8. Jepson R, Craig J. Cranberries for preventing urinary tract infections. Cochrane Database Syst Rev. 2008; (1).
9. Johnson B, Lin B, Dinderman M, Rubin R, Malanoski A, Ligle F, et al. Impact of cranberry on Escherichia coli cellular surface characteristics. Biochem Biophys Res Commun. 2008; 377(3):992-994.
10. Pinzón-Arango P, Yatao L, Camesano T. Role of cranberry on bacterial adhesion forces and implications for Escherichia coli-uroepithelial cell attachment. J Med Food. 2009; 12(2).
11. Norrby S, Nord C, Finch R. Lack of development of new antimicrobial drugs: a potential serious threat to public health. Lancet Infect Dis. 2005; 5:115–19.

Saturday, May 16, 2009

Curry

My housemate made CURRY for dinner and now the entire house and all of it's contents (including myself) STINK like curry. Nasty.

Today has been a very unproductive study day. I mean I've been sitting in front of my desk but seriously nothing is getting done.

That is all

Wednesday, May 13, 2009

UWA Pharmacy Student of the Year (PSOTY)

Below is an excerpt from an email I received this morning from my pharmacy practice unit coordinator.

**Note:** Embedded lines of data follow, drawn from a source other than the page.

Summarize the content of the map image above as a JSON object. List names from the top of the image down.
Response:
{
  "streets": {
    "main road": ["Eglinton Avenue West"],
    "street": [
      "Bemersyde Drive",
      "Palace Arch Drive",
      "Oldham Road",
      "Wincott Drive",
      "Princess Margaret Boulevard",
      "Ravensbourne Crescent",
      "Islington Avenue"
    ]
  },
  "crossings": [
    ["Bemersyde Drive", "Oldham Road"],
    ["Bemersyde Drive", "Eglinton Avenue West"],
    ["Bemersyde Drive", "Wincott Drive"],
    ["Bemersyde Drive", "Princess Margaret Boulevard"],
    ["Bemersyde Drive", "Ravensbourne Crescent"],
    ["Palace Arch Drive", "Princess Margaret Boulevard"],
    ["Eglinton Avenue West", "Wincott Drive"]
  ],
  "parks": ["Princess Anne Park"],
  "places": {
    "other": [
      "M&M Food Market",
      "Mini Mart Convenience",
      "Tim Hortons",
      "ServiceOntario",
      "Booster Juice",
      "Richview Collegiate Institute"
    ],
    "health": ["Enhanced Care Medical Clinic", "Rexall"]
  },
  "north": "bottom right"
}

Congratulations. You are receiving this email because you have performed well in a Pharmacy Practice exam or practical session or overall in PP1, PP2 or PP3 to date. You are in the top 9 students for pharmacy practice. As such you are eligible to compete in the UWA Pharmacy Student of the Year Competition.

The competition is on Monday 25th May 3-5pm. You will have to “perform” in front of your peers….two primary care case scenarios. The winner will be announced as the UWA PSOTY representative – an important addition to your CV! This will also be acknowledged at prize night. You will then represent UWA at the state finals in August. The state prize is a trip to PAC in October (Sydney) – all expenses paid. You will have a 1in 3 chance of winning this (UWA, Curtin and Murdoch). The national winner wins a trip to an international pharmacy conference in Slovenia. What an opportunity


My goal for the term was to be nominated for the PSOTY so I'm pretty happy. I'm not sure if I will compete because I have a lot going on right now and passing my finals is a bit more important. I know it's a great opportunity so I'm still not sure.

Tuesday, May 12, 2009

Dispensing Exam 1

This Monday we had a final dispensing exam. These are super stressful oral exams which last 45minutes. Some people always fail these because there are so many ways to mess them up. Legal issues, dosing problems, label issues and many other things are an automatic fail. I left the exam feeling good as it seemed to have gone well. We just got the marks today and I got 86%!!! I've never scored that high on one of these exams. That has to be one of the highest marks in the class. I'm very pleased.

Other than that I had a presentation today. It went well. I've got one more presentation tomorrow then one one the next day and that's pretty much it for this term (other than the research project).

Friday, May 8, 2009

Last Compounding Lab II

So I didn't get any pictures of those last two compounds. Anyway, I made some suppositories and a suspension.

That is all.

Thursday, May 7, 2009

Last Compounding Lab

Tomorrow is my last compounding lab. This means tomorrow is the last time I will be making compounds as a student. Exciting day! However, I enjoy compounding so it sort of sucks at the same time. Maybe tomorrow I"ll post a picture of my products. Last week me made calamine cream and troches. My calamine cream cracked so I'm going to be getting a zero on that one.

Monday, May 4, 2009

Crunch Time

Things are starting to wrap up at UWA. I just had my last dispensing class. Next Monday we have a 45 minute oral dispensing exam which is going to be extremely stressful. Other deadlines I’ve got for next week include:

Tuesday – Nursing home review presentation
Wednesday – Current developments anti-adhesive presentation
Thursday – Home medicines review presentation.
Then the following Monday I have another practical oral exam (VIVA/OSCE)

All I can say is that I’m stressed. I’ll get through it though. Hopefully my work doesn’t suffer but I’m really running out of gas.